• Task
Read the data below line by line and copy each one with "Trois" in it.

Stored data
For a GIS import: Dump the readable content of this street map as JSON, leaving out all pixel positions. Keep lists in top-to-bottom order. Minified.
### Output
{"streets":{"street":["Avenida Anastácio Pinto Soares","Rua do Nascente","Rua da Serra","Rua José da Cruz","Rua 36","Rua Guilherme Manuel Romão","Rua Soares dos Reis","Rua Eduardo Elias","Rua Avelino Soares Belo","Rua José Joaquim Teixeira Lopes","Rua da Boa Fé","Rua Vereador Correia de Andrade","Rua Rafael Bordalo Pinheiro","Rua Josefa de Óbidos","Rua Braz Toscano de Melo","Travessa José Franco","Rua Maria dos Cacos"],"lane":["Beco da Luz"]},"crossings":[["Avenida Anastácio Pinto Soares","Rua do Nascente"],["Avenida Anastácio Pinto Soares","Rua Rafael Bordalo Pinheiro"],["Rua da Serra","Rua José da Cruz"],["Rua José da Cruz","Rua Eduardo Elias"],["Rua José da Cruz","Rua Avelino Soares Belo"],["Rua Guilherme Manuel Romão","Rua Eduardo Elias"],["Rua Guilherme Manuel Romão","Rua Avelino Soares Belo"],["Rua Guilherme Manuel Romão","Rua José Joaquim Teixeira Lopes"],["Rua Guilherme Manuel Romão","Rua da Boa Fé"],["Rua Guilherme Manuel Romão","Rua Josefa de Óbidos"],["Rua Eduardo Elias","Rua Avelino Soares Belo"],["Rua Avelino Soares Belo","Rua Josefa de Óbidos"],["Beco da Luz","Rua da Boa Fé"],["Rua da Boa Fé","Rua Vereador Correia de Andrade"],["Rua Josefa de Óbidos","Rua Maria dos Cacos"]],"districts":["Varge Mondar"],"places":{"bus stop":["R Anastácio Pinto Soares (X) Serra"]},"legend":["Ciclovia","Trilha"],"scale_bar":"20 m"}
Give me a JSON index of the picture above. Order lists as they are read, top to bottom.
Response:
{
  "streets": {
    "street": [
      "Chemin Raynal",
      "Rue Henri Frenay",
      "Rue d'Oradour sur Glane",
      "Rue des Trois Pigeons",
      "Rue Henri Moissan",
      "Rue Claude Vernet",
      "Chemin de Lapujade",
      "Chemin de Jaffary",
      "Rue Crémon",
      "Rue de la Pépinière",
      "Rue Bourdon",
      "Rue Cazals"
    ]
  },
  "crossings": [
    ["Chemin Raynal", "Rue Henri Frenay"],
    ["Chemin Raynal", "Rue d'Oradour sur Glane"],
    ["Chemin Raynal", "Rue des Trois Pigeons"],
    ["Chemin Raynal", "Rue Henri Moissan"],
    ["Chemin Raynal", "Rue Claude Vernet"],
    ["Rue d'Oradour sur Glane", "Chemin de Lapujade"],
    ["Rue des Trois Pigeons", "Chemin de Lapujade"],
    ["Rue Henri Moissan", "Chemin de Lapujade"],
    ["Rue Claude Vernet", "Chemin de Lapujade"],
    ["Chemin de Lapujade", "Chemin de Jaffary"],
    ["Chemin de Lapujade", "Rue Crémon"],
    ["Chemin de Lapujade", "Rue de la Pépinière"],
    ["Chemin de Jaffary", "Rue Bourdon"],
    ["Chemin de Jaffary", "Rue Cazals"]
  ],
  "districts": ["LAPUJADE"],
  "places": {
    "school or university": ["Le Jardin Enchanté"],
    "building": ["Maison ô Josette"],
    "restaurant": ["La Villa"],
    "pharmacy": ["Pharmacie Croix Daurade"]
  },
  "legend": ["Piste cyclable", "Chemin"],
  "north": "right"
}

• Answer to this problem
      "Rue des Trois Pigeons",
    ["Chemin Raynal", "Rue des Trois Pigeons"],
    ["Rue des Trois Pigeons", "Chemin de Lapujade"],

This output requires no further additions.